Il devait convaincre qu’« ici on est en France » ! Pour preuve le nombre impressionnant de drapeaux français et européens dans la salle du centre culturel, et qu’il n’allait pas s’en laisser conter par des séparatistes déclarés ou insincères.
Mais de tout cela, il faut s’accommoder, en étant persuadé que le travail entamé et à fournir ainsi que les combats à mener sauront venir à bout des résistances les plus farouches.
L’absence de considération, le mépris, sont des flétrissures autrement plus douloureuses surtout quand elles ne sont pas ressenties personnellement mais par tout un peuple au travers de ses représentants démocratiquement élus.
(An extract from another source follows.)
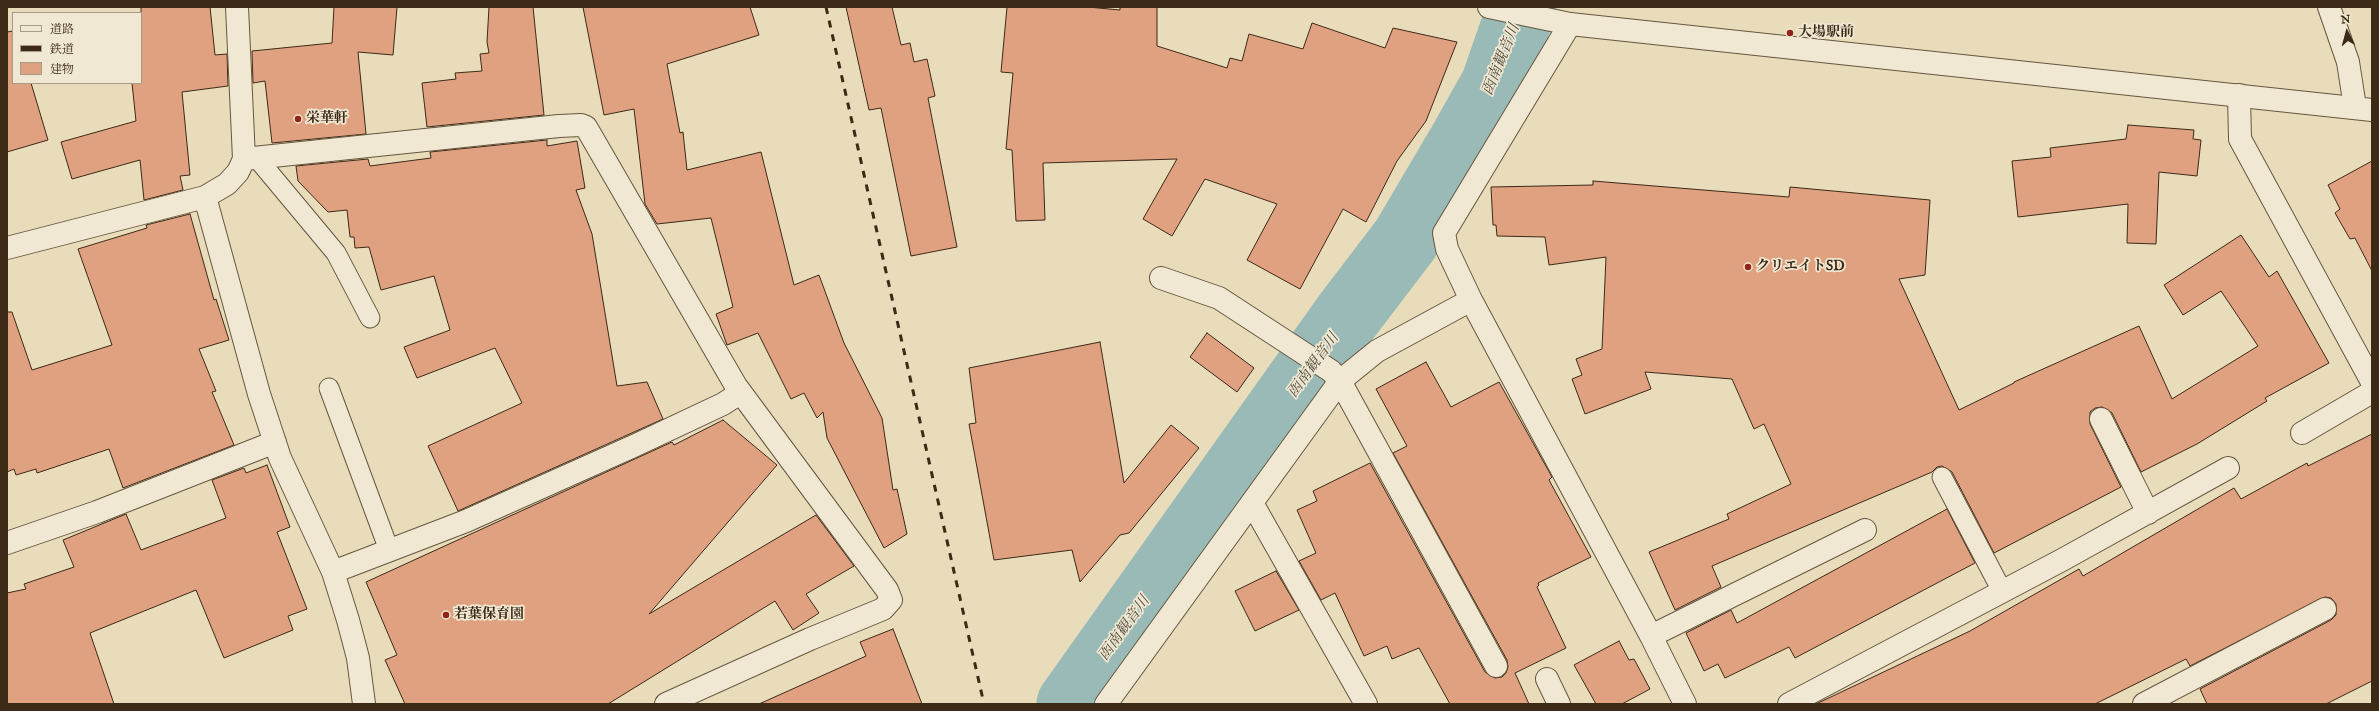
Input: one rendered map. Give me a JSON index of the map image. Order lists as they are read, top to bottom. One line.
{"water":["函南観音川"],"places":["大場駅前","栄華軒","クリエイトSD","若葉保育園"],"legend":["道路","鉄道","建物"],"north":"top"}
Monsieur Macron avait peut-être le droit de tout refuser, le droit de passer sous silence le rapprochement des prisonniers politiques malgré la promesse faite la veille à l’épouse de M.Colonna, celui d’exclure la co-officialité de notre langue et d’écarter le statut de résident, celui de nous dire que nous étions comptables de nos mauvais résultats et responsables de la spéculation, celui de nous expliquer que le bilinguisme est une vertu, celui de nous annoncer la possibilité prochaine de téléphoner comme ailleurs et de nous offrir le bienfait de la « couverture réseau » comme jadis l’homme blanc jetait de la verroterie aux peuples indigènes, celui de vouloir jouer les apprentis-sorciers en souhaitant adapter les lois « Littoral et Montagne » ; M.Macron avait même le droit de nous expliquer, avec force détails, que la Corse est une île de Méditerranée.
Il avait encore le droit de venir flanqué d’un ennemi déclaré de la Corse, génial décideur de la mise en place d’un préfet criminel qui commandita l’incendie de plusieurs établissement au prétexte du respect de l’état de droit.
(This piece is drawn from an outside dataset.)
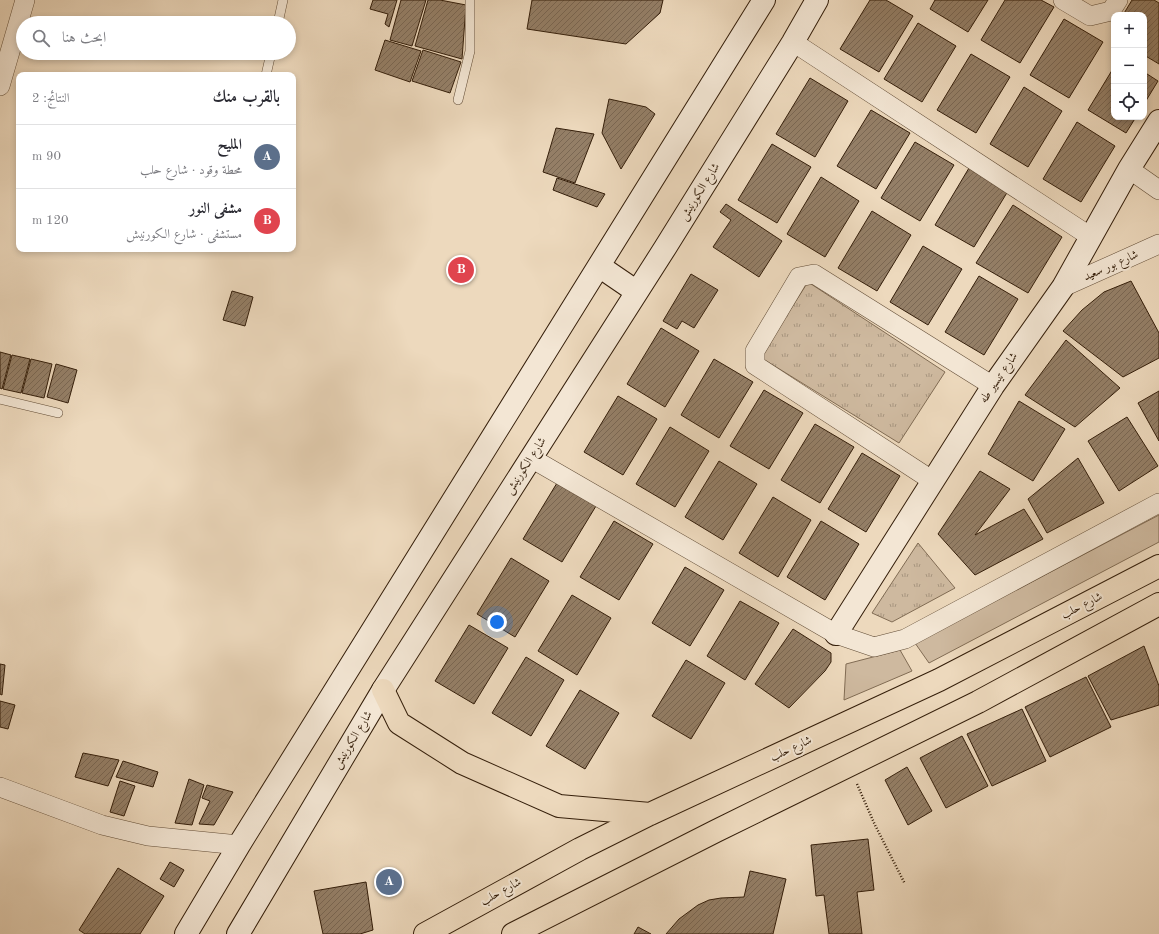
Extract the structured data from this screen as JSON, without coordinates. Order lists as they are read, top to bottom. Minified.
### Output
{"streets":{"main road":["شارع الكورنيش","شارع تيسير طه","شارع حلب"],"street":["شارع بور سعيد"]},"crossings":[["شارع بور سعيد","شارع تيسير طه"]],"page":{"map_buttons":["+","−"],"search":"ابحث هنا","heading":["بالقرب منك","النتائج: 2"],"list":[{"mark":"A","name":"المليح","note":"محطة وقود · شارع حلب","value":"90 m"},{"mark":"B","name":"مشفى النور","note":"مستشفى · شارع الكورنيش","value":"120 m"}],"pins":["B","A"]}}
Il avait enfin le droit d’exiger que le drapeau tricolore fut mis au fronton du grand hôtel.
Mais pesaient également sur lui des obligations ; le respect d’autrui est pour chacun un devoir, fut il chef d’Etat.
De dire qu’il y a des choses qui « ne se plaident pas » pendant une commémoration aux côtés de la famille du défunt et devant l’ancien conseil d’Yvan Colonna, présent en sa qualité de Président du Conseil Exécutif ; cela, il n’en avait pas le droit.
Refuser de se voir accueilli, à l’assemblée de Corse, par les conseillers territoriaux élus à une majorité absolue par le Peuple Corse, il n’en avait pas le droit.
Faire fouiller de manière humiliante des élus, y compris les présidents du Conseil Exécutif et de l’Assemblée, qui se rendaient à son allocation, il n’en avait pas le droit.
Interdire que fut placée une seule Bandera dans la salle de l’Alb’Oru où il prononça son discours, malgré sa demande d’un drapeau tricolore à l’assemblée de Corse et oubliant à dessein la Bandera qu’il plaça en arrière-plan à Furiani pour les besoins de sa campagne, il n’en avait pas le droit.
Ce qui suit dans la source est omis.